The FCPS Epidemic

According to the 2015 FCPS student survey, over a third of all students were under a great stress during the month prior to the survey.
“Unrealistic expectations, I think that is the major contributing factor,” said Janice Dalton, assistant principal at Rolling Valley Elementary School in West Springfield, in an interview with WTOP news. We’ve lost touch with a balanced life.”
Students feel pressured to have huge success in challenging classes.
“Last year, a counselor basically told my class we had to have a 4.0 GPA to go to college,” freshman Addie Merlo said.
In reality, a less selective school accepts students with GPAs starting at a 2.0.
These expectations, combined with a stressful environment and self pressure, can cause students to experience depression. In FCPS, 32 percent of sophomores and 36 percent of seniors experienced symptoms of depression, above the national average of 29 percent for both sophomores and seniors. This data comes from the FCPS youth survey.

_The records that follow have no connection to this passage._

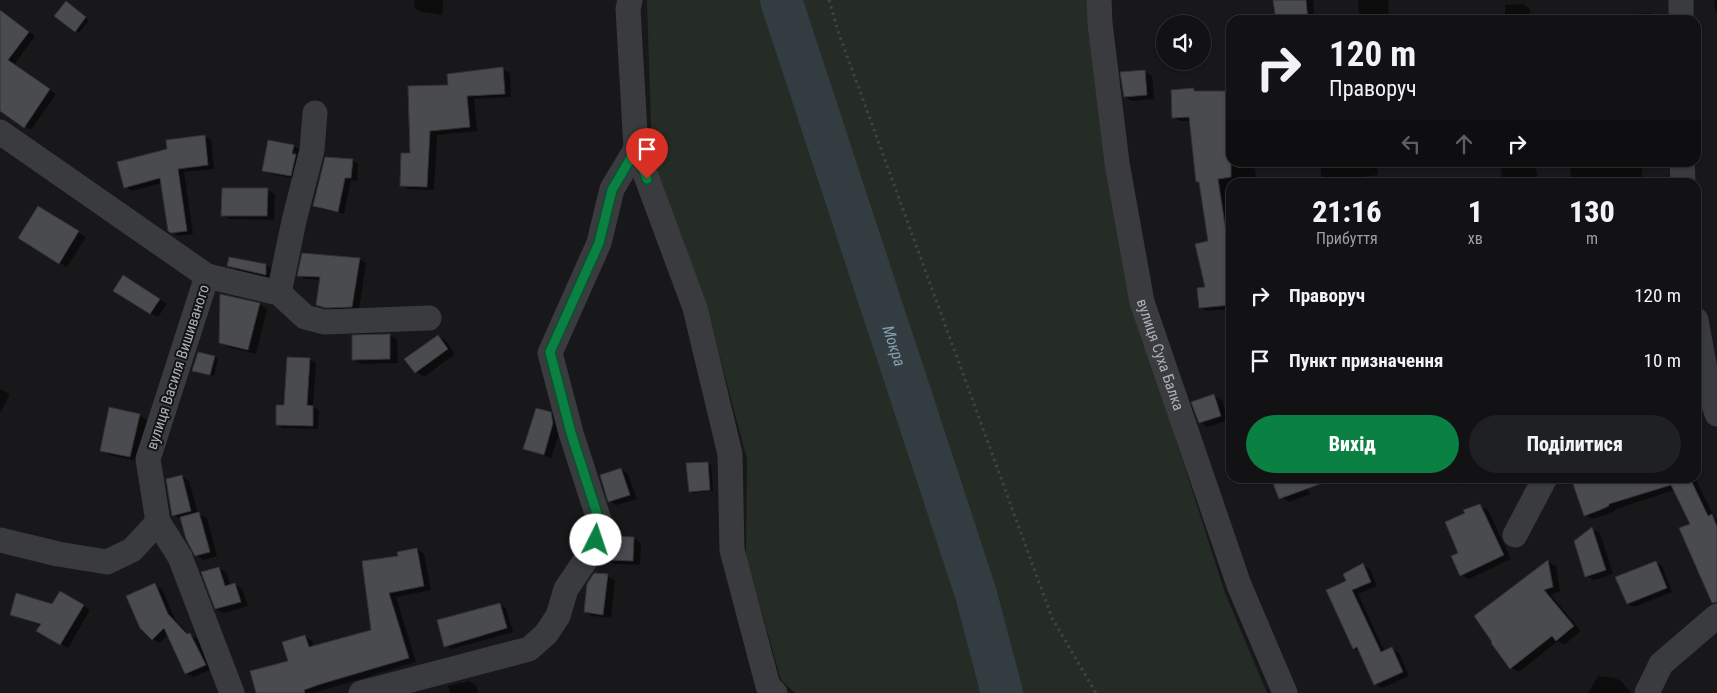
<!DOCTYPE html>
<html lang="uk">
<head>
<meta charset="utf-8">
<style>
  :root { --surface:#121214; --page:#1f2022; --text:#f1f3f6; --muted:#9c9ea0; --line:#313234; --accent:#0b8043 }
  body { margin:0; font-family:"Roboto Condensed",sans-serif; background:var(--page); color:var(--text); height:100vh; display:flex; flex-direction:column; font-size:19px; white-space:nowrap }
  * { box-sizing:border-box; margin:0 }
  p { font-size:16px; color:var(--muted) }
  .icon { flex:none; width:28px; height:28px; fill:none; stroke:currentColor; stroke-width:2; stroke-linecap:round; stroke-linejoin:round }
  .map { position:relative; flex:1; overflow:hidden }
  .side { position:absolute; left:1226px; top:178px; width:475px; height:305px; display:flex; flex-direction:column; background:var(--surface); border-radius:15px; box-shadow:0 1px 4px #0004,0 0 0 1px var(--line) }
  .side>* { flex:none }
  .top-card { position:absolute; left:1226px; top:15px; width:475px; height:152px; border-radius:15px; box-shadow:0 1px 4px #0004,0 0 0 1px var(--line); background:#121214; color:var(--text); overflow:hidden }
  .tools { position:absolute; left:1156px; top:15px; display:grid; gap:10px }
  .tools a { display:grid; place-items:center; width:55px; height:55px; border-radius:50%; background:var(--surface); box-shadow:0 1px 4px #0004,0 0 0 1px var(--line); font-size:25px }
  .pin { position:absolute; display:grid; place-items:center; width:42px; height:42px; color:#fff; margin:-51px -21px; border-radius:50% 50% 50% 0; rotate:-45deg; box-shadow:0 0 5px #0007 }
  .pin .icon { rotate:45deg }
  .me { position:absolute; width:55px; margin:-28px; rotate:4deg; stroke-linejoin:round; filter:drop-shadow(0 0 4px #0008) }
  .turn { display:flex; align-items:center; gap:18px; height:105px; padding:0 20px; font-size:22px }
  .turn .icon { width:65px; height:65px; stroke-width:2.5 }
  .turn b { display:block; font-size:35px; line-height:42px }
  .lanes { display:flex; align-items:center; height:48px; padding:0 20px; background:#0003; justify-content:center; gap:25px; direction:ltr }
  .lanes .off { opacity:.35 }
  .eta { display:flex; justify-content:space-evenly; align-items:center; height:85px; text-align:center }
  .eta b { font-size:30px; font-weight:800; line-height:35px }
  .primary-button { display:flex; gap:10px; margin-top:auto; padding:10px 20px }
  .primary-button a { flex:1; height:58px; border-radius:30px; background:var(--accent); color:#fff; font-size:20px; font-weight:800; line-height:58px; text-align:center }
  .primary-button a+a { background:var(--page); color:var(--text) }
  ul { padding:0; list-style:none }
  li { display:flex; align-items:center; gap:15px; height:65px; padding:0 20px }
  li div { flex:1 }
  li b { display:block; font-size:19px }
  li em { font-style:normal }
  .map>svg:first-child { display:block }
</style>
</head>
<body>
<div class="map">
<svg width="1717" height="693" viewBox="0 0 1717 693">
  <rect width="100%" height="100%" fill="#18181a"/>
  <path fill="#252c25" d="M647,0H1089V30L1106,171L1133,305L1225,593L1267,693H795L781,680L746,556L747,459L705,300L652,160Z"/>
  <g fill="#0007">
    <path d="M415,0H443L442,15L422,12L414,8Z"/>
    <path d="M1275,0H1313L1315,20H1277Z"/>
    <path d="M1358,0H1388L1389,16L1367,19L1359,14Z"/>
    <path d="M1714,0H1717V12L1715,10Z"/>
    <path d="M1523,4L1530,9L1531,20H1505V5Z"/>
    <path d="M69,5L89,20L79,33L76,31Z"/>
    <path d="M1650,13L1658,17V20H1614L1613,15Z"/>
    <path d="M13,20L35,36L14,65L56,94L31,130L0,110V25Z"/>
    <path d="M503,69L510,73L511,97L474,99L477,131L437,135L434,190L408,189L401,185L411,155L450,86Z"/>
    <path d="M1144,71L1152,76L1154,99L1132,101L1125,97Z"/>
    <path d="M1194,89L1199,92H1231V162H1254L1256,177L1254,178L1255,182H1231V309L1206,311L1200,307L1207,288L1209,242L1190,121H1180L1174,117Z"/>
    <path d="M204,136L211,140L214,169L184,172L193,234L179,236L169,230L162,183L132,191L125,187L168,150Z"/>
    <path d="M293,146L301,150L298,179L271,174L264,170Z"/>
    <path d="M352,160L358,164L357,181L351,180L344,214L320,209L314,206Z"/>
    <path d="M1320,162H1377L1378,175L1329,181L1321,176Z"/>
    <path d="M1500,162H1535L1538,180L1509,182L1502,178Z"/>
    <path d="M1570,162H1642V182H1571Z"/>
    <path d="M267,189L275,194L274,220L230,219L223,215Z"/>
    <path d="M46,212L86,237L67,267L60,263Z"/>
    <path d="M359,259L366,263L359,310L333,311L324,308L317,304L321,280L305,279L299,275Z"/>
    <path d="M229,265H266L273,270V279L237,270Z"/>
    <path d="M131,281L167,304L158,317L150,313Z"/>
    <path d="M259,304L267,309L256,354L228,347L220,342Z"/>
    <path d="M390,335L397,340L398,363L361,364L353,359Z"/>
    <path d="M438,336L446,341L455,354L424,377L416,372L406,359Z"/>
    <path d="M215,357L218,359L214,376L193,370Z"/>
    <path d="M310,360L316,363L313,407L319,410L318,429L283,428L277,424Z"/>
    <path d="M0,389L10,394L0,413Z"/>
    <path d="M1214,396L1222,400L1228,420L1208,427L1200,422Z"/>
    <path d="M550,413L558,418L561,428L551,458L532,452L525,448Z"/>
    <path d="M139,415L147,420L138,461L109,455L101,450Z"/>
    <path d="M708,463L711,465L713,491L693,493L690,491Z"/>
    <path d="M621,469L628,474L637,499L617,505L609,501Z"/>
    <path d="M181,476L189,481L198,514L207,518L217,556L204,560L196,555L182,519L173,515Z"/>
    <path d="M1276,478H1304L1310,494L1289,502L1281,497Z"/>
    <path d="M1450,478H1475L1459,485L1451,481Z"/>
    <path d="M1595,478H1695L1714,517L1717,519V588L1691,524L1675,490L1616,509V510L1608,514L1592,519L1585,515L1574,484Z"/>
    <path d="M1480,506L1488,510L1511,559L1469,579L1461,575L1460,553Z"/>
    <path d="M1592,529L1600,533L1613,574L1594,580L1586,576Z"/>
    <path d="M634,538L641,543L640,565L615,564L607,560Z"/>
    <path d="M417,549L424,554L431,590L396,597L416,662L314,693H257L289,662L305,636L312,641L314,647L372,631L399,558Z"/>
    <path d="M1548,562L1556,566L1560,591L1551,595L1581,631L1564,645L1558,641L1519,672L1511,668Z"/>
    <path d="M1656,562L1662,566L1672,592L1634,607L1628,604Z"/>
    <path d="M1363,565L1370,569L1377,586L1358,594L1385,652L1392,649L1399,653L1409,676L1382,688L1375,684L1361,652L1354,648L1348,582Z"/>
    <path d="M219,568L227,573L230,585L235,584L242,589L248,606L224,613L216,609Z"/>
    <path d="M607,576L615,580L611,618L593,616L585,612Z"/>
    <path d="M155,585L162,589L175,619L189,635L197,638L212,669L193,677L186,673L168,634L160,643L153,639L141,627Z"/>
    <path d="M60,592L90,610L68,648L38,630L41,625L18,618L11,614L53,606Z"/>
    <path d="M499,605L506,608L513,632L452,649L446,646Z"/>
    <path d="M1598,676L1615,678L1621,681L1631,693H1588Z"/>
    <path d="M469,681L476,685L478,693H450L448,686Z"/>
  </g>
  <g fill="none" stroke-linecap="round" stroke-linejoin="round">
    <path stroke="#333c41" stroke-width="42" id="s1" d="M781,0L976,594L1002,693"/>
  </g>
  <g fill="#4a4b4f" stroke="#323336">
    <path d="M1273,0H1306L1308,20H1276Z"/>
    <path d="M66,1L86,17L75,32L54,16Z"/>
    <path d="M0,10L29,32L8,60L50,89L24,128L0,111Z"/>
    <path d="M503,67L505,94L467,96L470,127L430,131L427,187L400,186L401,153H410L408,86L448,85L447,74Z"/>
    <path d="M1145,70L1147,95L1124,97L1120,72Z"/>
    <path d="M1194,88V91H1231V177L1218,179L1225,225L1231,253V305L1199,308L1197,288L1205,287L1195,244L1208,241L1199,182H1196L1189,117L1172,118L1171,90Z"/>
    <path d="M205,135L208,165L178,169L187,231L171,233L168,231L160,178L124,188L117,162L167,149L166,140Z"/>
    <path d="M268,140L294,145L292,154H296L291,176L262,171Z"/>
    <path d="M325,157L353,159L351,178H345L338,212L313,206Z"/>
    <path d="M222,188H268L267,216H221Z"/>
    <path d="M38,206L79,231L59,264L18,238Z"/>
    <path d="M302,253L360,258L352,307L326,308L316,305L320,277L297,276Z"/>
    <path d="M229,257L266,264V275L227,266Z"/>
    <path d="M123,275L160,299L150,314L113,291Z"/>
    <path d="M220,294L260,303L248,350L219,343Z"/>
    <path d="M390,334V359L352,360V335Z"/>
    <path d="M438,335L448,349L415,373L404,359Z"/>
    <path d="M198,352L215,356L210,375L192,371Z"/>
    <path d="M287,357L310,358L307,405L313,406V426L276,425V405H284Z"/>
    <path d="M1214,394L1221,416L1199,423L1191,402Z"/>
    <path d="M109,407L140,414L130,457L100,451Z"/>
    <path d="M536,408L551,412L553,423L544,455L523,449Z"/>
    <path d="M708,462L710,490L689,492L686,463Z"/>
    <path d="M621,468L630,495L608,502L600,475Z"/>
    <path d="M182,475L191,511L172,516L166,479Z"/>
    <path d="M1271,478H1330L1331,480L1279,499Z"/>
    <path d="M1591,478H1690L1708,516L1712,514L1717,527V602L1712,603L1679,528L1690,524L1671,485L1609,504V506L1600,510L1584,516L1573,484Z"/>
    <path d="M1480,504L1504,555L1460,576L1451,556L1458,553L1445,522L1465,513L1463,510Z"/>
    <path d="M199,512L210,552L195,556L186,539L180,517Z"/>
    <path d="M1592,527L1606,570L1585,577L1574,541Z"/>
    <path d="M612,536L634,537L633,561L606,560V552Z"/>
    <path d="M417,548L424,586L389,593L409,658L321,684L304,690L305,693H256L250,671L288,661L282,642L305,635L309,647L371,630L362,561L398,556L397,552Z"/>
    <path d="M1548,560L1553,587L1544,590L1574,626L1556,641L1552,636L1510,669L1491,643L1492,642L1474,616Z"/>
    <path d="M1656,561L1667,588L1627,604L1615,577Z"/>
    <path d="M1363,563L1371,582L1352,590L1381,652L1392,647L1403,672L1374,685L1357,647L1353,649L1326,590L1346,581L1343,574Z"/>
    <path d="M219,567L225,586L235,583L241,602L215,609L201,572Z"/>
    <path d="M594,573L608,574L603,615L584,612L587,584Z"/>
    <path d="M155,583L168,614L187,634L190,633L206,665L185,674L164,628L152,640L140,628L126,596Z"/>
    <path d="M60,591L84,605L60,645L36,631L41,624L10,615L16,593L52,604Z"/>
    <path d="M500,603L507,628L444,647L437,620Z"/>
  </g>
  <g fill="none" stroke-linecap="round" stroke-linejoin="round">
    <path stroke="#404245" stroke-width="3" stroke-dasharray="2.5 4" stroke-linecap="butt" d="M829,0L838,31L1052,618L1096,693"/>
    <g stroke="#3a3b3e" stroke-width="25">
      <path id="s2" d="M1099,0L1100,23L1117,163L1142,302L1239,585L1285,693"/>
      <path d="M1681,20V0"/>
      <path d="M0,132L207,276L148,459L158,522L180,557L232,693"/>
      <path d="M636,149L695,308L730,454L732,550L768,686L775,693"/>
      <path d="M1682,162L1683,182"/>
      <path d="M207,276L279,293L305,317L324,322L429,318"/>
      <path d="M279,293L294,221L312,150L315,113"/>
      <path d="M1696,320L1709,391L1717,414"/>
      <path d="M1515,535L1545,478"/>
      <path d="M0,540L58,554L107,562L132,550L158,522"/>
      <path d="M361,693L529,649L546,634L558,616L566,589L587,558L596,540L600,523L571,433L550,353L599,243L612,189L636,149L628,9L630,0"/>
      <path d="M1647,693L1661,664L1717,616"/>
    </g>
  </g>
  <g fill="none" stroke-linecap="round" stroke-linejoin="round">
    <defs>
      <path id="route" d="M596,540L600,523L571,433L550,352L599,243L612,190L636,149L647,179"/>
    </defs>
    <use href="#route" stroke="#07532c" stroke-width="12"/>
    <use href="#route" stroke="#0b8043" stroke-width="9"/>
  </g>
  <g text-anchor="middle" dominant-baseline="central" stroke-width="4" stroke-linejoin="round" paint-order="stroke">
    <g font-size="15" fill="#acb1b8" stroke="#131315">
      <text stroke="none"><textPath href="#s2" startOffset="361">вулиця Суха Балка</textPath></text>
      <text transform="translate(178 367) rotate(-72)">вулиця Василя Вишиваного</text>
    </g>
    <g font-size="16" font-style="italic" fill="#87a0af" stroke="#131315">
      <text stroke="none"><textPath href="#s1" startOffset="364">Мокра</textPath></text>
    </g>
  </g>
</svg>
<div class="tools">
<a><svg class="icon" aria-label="sound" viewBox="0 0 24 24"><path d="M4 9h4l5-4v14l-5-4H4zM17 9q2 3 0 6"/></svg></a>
</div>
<div class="pin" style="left:647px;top:179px;background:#d93025"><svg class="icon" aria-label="arrive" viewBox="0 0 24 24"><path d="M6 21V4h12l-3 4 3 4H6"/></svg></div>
<svg class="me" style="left:596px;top:540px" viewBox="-20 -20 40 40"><circle r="19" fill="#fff"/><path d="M0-13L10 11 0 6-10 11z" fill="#0b8043"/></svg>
<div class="top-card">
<div class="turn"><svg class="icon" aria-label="right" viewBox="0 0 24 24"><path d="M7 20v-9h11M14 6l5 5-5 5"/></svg><div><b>120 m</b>Праворуч</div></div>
<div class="lanes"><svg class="icon off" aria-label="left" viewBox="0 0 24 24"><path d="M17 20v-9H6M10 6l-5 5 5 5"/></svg><svg class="icon off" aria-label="ahead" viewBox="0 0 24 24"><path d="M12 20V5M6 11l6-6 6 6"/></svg><svg class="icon" aria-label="right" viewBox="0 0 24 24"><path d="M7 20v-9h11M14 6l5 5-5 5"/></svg></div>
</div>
<section class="side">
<div class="eta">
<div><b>21:16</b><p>Прибуття</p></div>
<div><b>1</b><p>хв</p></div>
<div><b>130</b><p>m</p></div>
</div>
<ul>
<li><svg class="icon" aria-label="right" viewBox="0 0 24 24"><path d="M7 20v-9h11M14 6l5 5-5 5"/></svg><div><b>Праворуч</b></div><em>120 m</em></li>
<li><svg class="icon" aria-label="arrive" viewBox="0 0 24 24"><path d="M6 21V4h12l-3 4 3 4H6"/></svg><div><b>Пункт призначення</b></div><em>10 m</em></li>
</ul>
<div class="primary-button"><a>Вихід</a><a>Поділитися</a></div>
</section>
</div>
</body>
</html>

In rare cases, depression and built up pressure leads students to self harm or suicide.
“There is too much stress in my life from school and the environment it creates,” former Woodson sophomore Jack Chen wrote. “Expectations for sports, expectations from my friends and expectations from my family.”
Chen was a student at W.T. Woodson high who committed suicide in 2014. He had a 4.3 GPA and was captain of the junior varsity football team.
According to WTOP news, in 2013, 6.9 FCPS students per 100,000 students committed suicide. The national average was 4.4 students per 100,000. Another 17 percent of FCPS students reported having suicidal thoughts on the 2013 FCPS youth survey. Approximately a third of FCPS seniors and sophomores said they have feelings of sadness and hopelessness, which is, again, higher than the national average.
Stress in FCPS has become a major problem, and FCPS has to set up efforts to reduce and help students deal with the pressure. They have partnered with mental health organizations, set up a texting hotline and increased teacher training on suicide related issues. FCPS has also set up conferences on managing stress.
At Lake Braddock, we participate in county wide depression screenings and mental health testing. The school also provides counselors for students in need.
However, students such as Merlo don’t think the school or counselors prevent stress prevents stress.
“The counselors are not super helpful,” Merlo said. “They might be if you go see them, but there’s not much time for that. When they do the counselors’ meeting things, it’s usually discussing your future and not actively helping with current stress.”
The most valuable method of reducing this stress would be lowering the expectations put on students. Telling eighth graders they have to have a 4.0 to have a decent college education only stresses them out, telling students instead that it’s ok to mess up sometimes could take the pressure off students to be high performing all the time.
With many students pressure to succeed and perform the best from home, compiled with the pressure students feel from school, means there’s really no one cutting any slack. There’s no room to make a mistake in an environment that tells you you have to have a perfect GPA. If FCPS wants to remove the stress, they have to remove this environment.
The most important thing to remember is that this point in your life is short, and that high school is just a build up to greater things. You don’t need to succeed at everything in order to be successful.